Nowadays he spends a lot of time flying from one continent to another. Four days ago, he traveled from Fullerton, California, where his family lives, to Amman, Jordan to meet with former Iraqi Prime Minister Ayad Allawi. Then he flew to Basra to attend a conference, and now he is back in the marsh. His next stop is Baghdad, where he has an appointment at the Environment Ministry. After that, he will travel to Sulaymaniyah in northern Iraq, where, for security reasons, Nature Iraq has its headquarters. After that, he has meetings scheduled with donors and advisers in the Italian cities of Padua and Venice. Other men have a mistress, says Alwash — he has the marshes.

Of course, this isn’t just any old marsh. Alwash is fighting for a marsh which Biblical scholars believe is the site of the Garden of Eden, and which some describe as the cradle of civilization. The Mesopotamians settled in the fertile region in the fifth century B.C., and within a few centuries it had become the site of an advanced Sumerian civilization. Scholars believe that cuneiform was invented in the region, as were literature, mathematics, metallurgy, ceramics and the sailboat.

Only 20 years ago, an amazing aquatic world thrived in the area, which is in the middle of the desert. Larger than the Everglades, it extended across the southern end of Iraq, where the Tigris and Euphrates rivers divide into hundreds of channels before they come together again near Basra and flow into the Persian Gulf. For environmentalists, this marshland was a unique oasis of life, until the Iraqi dictator Saddam Hussein, a Sunni, had it drained in the early 1990s after a Shiite uprising.

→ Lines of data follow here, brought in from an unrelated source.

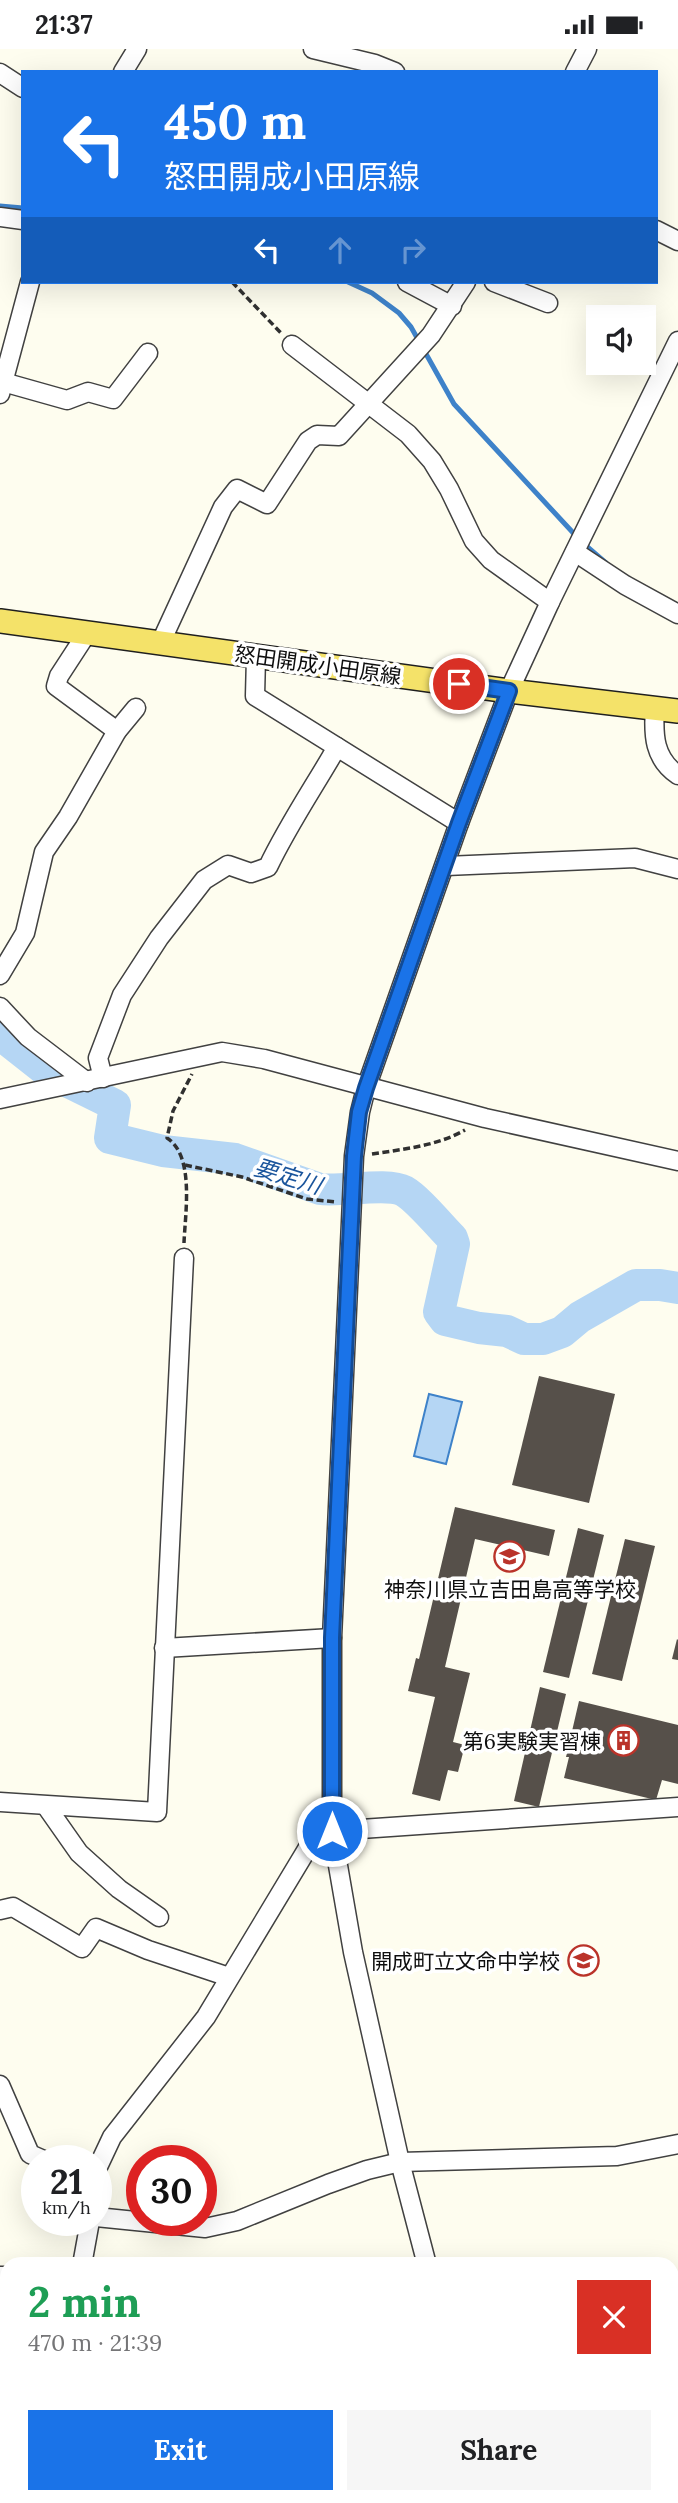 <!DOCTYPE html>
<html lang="en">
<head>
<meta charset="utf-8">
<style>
  :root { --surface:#fff; --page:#f6f6f6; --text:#202124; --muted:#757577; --accent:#1a73e8 }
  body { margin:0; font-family:Lora,"Noto Sans JP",serif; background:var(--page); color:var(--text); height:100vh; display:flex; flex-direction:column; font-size:26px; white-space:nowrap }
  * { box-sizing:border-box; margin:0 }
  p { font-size:23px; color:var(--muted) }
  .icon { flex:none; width:38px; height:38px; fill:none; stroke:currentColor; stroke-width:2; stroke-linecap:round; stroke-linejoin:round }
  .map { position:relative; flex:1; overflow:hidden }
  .details { position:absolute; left:0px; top:2208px; width:679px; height:247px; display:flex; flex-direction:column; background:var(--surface); border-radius:21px 21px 0 0; box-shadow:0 7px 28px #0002 }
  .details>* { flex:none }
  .guide { position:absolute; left:21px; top:21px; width:637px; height:214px; border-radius:0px; box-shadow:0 7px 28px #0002; background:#1a73e8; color:#fff; overflow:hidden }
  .buttons { position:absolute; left:586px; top:256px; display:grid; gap:14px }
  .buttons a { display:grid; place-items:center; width:70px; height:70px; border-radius:0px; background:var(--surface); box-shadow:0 7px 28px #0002; font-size:35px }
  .speed { position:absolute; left:21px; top:2096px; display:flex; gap:14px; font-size:35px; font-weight:700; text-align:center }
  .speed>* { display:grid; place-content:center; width:91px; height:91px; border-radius:50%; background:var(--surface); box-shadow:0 7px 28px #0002; line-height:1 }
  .speed small { font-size:18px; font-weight:400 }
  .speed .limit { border:10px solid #d22; background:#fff; color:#111 }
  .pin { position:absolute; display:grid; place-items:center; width:60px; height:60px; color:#fff; margin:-30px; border:4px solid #fff; border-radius:50%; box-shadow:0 2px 7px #0007 }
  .me { position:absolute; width:77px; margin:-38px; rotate:0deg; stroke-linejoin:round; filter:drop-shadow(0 0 5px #0008) }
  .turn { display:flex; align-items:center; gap:24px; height:147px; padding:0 28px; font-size:32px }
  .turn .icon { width:91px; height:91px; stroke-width:2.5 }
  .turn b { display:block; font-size:49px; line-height:60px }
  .lanes { display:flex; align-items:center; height:66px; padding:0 28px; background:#0003; justify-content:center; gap:35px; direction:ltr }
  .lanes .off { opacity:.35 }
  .round { display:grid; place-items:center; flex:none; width:74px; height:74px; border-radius:0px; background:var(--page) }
  .head { display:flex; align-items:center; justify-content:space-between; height:119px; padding:0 28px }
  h1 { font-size:42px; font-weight:700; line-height:52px; color:#1e9e55 }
  .action { display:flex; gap:14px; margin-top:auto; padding:14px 28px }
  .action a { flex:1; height:80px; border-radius:0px; background:var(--accent); color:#fff; font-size:28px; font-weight:700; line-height:80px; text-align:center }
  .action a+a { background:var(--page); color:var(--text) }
  .status { display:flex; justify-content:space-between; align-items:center; height:49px; padding:0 35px; background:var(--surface); direction:ltr }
  .status svg { height:19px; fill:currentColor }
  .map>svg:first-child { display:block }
</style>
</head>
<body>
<div class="status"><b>21:37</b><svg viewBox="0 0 49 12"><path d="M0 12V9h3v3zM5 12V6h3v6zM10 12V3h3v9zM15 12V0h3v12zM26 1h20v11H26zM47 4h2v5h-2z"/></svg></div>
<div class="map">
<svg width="678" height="2454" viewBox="0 0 678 2454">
  <rect width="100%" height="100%" fill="#fefdef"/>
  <polygon fill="#b5d6f4" stroke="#3e82c9" stroke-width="2" points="429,1345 462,1353 446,1415 414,1407"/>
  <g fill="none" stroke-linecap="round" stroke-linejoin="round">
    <g stroke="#3e82c9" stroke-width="5">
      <polyline points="0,157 23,159"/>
      <polyline points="348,233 372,244 399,264 411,278 454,355 577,488"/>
      <polyline points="584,495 606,514"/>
    </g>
    <path stroke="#b5d6f4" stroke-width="32" d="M 0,985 L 48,1023 L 115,1056 L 110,1089 L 163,1102 L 235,1110 L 320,1140 C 341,1143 388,1133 404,1142 C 418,1150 440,1177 452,1189 L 454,1195 L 439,1263 L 445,1271 L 479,1279 L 507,1282 L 524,1290 L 543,1290 L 562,1283 L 580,1268 L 636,1236 L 660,1236 L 678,1239"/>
  </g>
  <g fill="#56504a">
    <polygon points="539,1327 615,1345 589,1454 512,1436"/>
    <polygon points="455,1458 555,1481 549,1507 475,1490 445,1618 470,1624 453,1693 465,1696 458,1723 448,1721 440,1752 412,1745 435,1648 408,1642 416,1609 419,1610"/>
    <polygon points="578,1479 604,1486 569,1629 543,1623"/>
    <polygon points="625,1490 655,1497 622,1632 592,1625"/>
    <polygon points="677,1590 678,1591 678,1611 672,1610"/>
    <polygon points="540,1638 566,1645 539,1758 514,1752"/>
    <polygon points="579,1652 678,1676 678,1735 662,1731 656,1751 564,1729 569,1708 566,1708"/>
  </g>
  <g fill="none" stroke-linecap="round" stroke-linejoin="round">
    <defs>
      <g id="minor">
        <polyline points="313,0 375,15 395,23"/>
        <polyline points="123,23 137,0"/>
        <polyline points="575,23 587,0"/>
        <polyline points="0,24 23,39"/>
        <polyline points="0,168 23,171"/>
        <polyline points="656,181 678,192"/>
        <polyline points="407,233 452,257"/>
        <polyline points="494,233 548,254"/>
        <polyline points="292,296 408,385 432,412 449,440 474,492 491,511 550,553"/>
        <polyline points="3,333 67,351 88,343 113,350 148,304"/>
        <polyline points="0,345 30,233"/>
        <polyline points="575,503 625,536 678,565"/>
        <polyline points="87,584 59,627 56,637 117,682"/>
        <polyline points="160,595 223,458 237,440 267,455 308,392 317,386 339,387 431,286 466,233"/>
        <polyline points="256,608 255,647 459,774"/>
        <path d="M 655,659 C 653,686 654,710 678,726"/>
        <polyline points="446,817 635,809 678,820"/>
        <polyline points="0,926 25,884 44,803 68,768 117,682 136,659"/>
        <polyline points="0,958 28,988 87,1033"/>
        <path d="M 103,1029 L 98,1009 L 122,946 L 159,889 L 204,831 L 228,816 L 251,824 L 268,818 C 288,776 314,738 337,698"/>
        <polyline points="0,1050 222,1003 264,1010 485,1069 678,1112"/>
        <polyline points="164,1599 332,1589"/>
        <polyline points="0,1753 157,1763 184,1209"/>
        <polyline points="46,1757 79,1804 119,1840 159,1868"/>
        <polyline points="0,1861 13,1858 82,1899 96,1879 148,1901 229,1928"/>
        <polyline points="0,2036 30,2105 46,2112"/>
        <polyline points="96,2122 112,2088 206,1968 309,1797 332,1782 678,1758"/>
        <polyline points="96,2168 205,2179 237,2172 328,2135 367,2121 400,2113 617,2107 678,2095"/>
        <polyline points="82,2216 90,2172"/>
        <polyline points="427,2216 400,2113 353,1903 332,1782 332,1589 354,1107 360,1063 366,1039 459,774 509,642 550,553 678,292"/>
        <polyline points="0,2227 7,2227"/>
        <polyline points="0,2395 7,2396"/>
        <polyline points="672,2416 678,2416"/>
        <polyline points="82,2448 88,2454"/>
        <polyline points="344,2448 348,2454"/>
        <polyline points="158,2454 166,2448"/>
        <polyline points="465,2454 474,2448"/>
      </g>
      <polyline id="major" points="0,572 509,642 678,662"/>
    </defs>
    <use href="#minor" stroke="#414141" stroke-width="21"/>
    <use href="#major" stroke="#1f1f1f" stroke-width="26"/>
    <g stroke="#303030" stroke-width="3.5" stroke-dasharray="7 3.5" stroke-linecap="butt">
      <polyline points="232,233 281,284"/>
      <path d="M 372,1105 C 404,1100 437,1097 465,1081"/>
      <polyline points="185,1116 242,1128 307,1150 336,1153"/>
      <path d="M 184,1194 C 185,1165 195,1107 167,1089 L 173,1062 L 192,1025"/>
    </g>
    <use href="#minor" stroke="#fff" stroke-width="18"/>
    <use href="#major" stroke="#f4e269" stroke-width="23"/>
  </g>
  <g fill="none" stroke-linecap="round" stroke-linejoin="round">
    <defs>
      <polyline id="route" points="332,1782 332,1589 354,1107 359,1063 366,1039 459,774 509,642 459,635"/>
    </defs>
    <use href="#route" stroke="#114b97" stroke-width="18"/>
    <use href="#route" stroke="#1a73e8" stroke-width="12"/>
  </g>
  <defs>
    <symbol id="school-ring" viewBox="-11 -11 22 22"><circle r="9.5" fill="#fff" stroke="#ba332a" stroke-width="1.5"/><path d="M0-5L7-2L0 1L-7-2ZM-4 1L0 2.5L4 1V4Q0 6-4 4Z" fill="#ba332a"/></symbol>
    <symbol id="building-ring" viewBox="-11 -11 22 22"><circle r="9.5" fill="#fff" stroke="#ba332a" stroke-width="1.5"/><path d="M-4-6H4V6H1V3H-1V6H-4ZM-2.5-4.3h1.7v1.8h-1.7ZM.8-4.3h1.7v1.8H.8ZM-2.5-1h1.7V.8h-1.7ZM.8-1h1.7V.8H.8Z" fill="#ba332a"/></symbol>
  </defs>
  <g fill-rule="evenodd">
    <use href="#school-ring" x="492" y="1490" width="35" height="35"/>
    <use href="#building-ring" x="606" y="1674" width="35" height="35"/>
    <use href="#school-ring" x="566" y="1894" width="35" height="35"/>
  </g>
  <g text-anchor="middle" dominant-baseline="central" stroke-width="7" stroke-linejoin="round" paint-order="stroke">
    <g font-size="21" fill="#0e0e0e" stroke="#fff">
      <text transform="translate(318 616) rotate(8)">怒田開成小田原線</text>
    </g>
    <g font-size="21" fill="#0e0e0e" stroke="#fff" text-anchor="end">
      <text x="510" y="1540" text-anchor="middle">神奈川県立吉田島高等学校</text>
      <text x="601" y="1692">第6実験実習棟</text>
      <text x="560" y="1912">開成町立文命中学校</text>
    </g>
    <g font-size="23" font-style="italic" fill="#1b559c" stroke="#fff">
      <text transform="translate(288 1127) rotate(17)">要定川</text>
    </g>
  </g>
</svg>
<div class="buttons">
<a><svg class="icon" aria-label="sound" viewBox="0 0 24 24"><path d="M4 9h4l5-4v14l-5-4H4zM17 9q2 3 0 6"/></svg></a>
</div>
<div class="speed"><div>21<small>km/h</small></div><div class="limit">30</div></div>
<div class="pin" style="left:459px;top:635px;background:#d93025"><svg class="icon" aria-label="arrive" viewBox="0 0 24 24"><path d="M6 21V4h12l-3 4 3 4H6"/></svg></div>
<svg class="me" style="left:332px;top:1782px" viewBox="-20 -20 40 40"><circle r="17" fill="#1a73e8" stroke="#fff" stroke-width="3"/><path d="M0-11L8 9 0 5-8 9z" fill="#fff"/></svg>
<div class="guide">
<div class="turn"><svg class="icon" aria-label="left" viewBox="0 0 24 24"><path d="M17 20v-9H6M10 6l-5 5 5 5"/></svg><div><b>450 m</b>怒田開成小田原線</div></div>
<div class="lanes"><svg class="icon" aria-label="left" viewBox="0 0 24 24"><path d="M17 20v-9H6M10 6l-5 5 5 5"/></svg><svg class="icon off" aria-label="ahead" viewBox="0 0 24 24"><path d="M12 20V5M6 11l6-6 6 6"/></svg><svg class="icon off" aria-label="right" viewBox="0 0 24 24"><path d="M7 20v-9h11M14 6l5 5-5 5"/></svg></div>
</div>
<section class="details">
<div class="head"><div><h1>2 min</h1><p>470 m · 21:39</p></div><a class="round" style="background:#d93025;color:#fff"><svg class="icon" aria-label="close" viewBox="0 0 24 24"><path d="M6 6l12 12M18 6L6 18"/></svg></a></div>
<div class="action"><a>Exit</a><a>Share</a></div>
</section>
</div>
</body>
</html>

Turning the Garden of Eden into Hell

The official explanation was that the land was being reclaimed for agriculture. The military was sent in to excavate canals and build dikes to conduct the water directly into the Gulf. The despot, proud of his work of destruction, gave the canals names like Saddam River and Loyalty to the Leader Canal.

In truth, Saddam was not interested in the farmers. His real goal was to harm the Madan, also known as the Marsh Arabs. For thousands of years, the marshes had been the homeland of this ethnic group and their cows and water buffalo. They lived in floating huts made of woven reeds and spent much of their time in wooden boats, which they guided with sticks along channels the buffalo had trampled through the reeds. They harvested reeds, hunted birds and caught fish.

When the fishermen backed a Shiite uprising against the dictator, the vindictive Saddam turned their “Garden of Eden” into a hell. He had thousands of the Marsh Arabs murdered and their livestock killed. Any remaining water sources were poisoned and reed huts burned to the ground. Many people fled across the border into Iran to live in refugee camps, while others went to the north and tried to survive as day laborers. By the end of the operation, up to half a million people had been displaced.

Within a few years, the marshland had shrunk to less than 10 percent of its original size. In a place that was once teeming with wildlife — wild boar, hyenas, foxes, otters, water snakes and even lions — the former reed beds had been turned into barren salt flats, poisoned and full of land mines. In a 2001 report, the United Nations characterized the destruction of the marshes as one of the world’s greatest environmental disasters.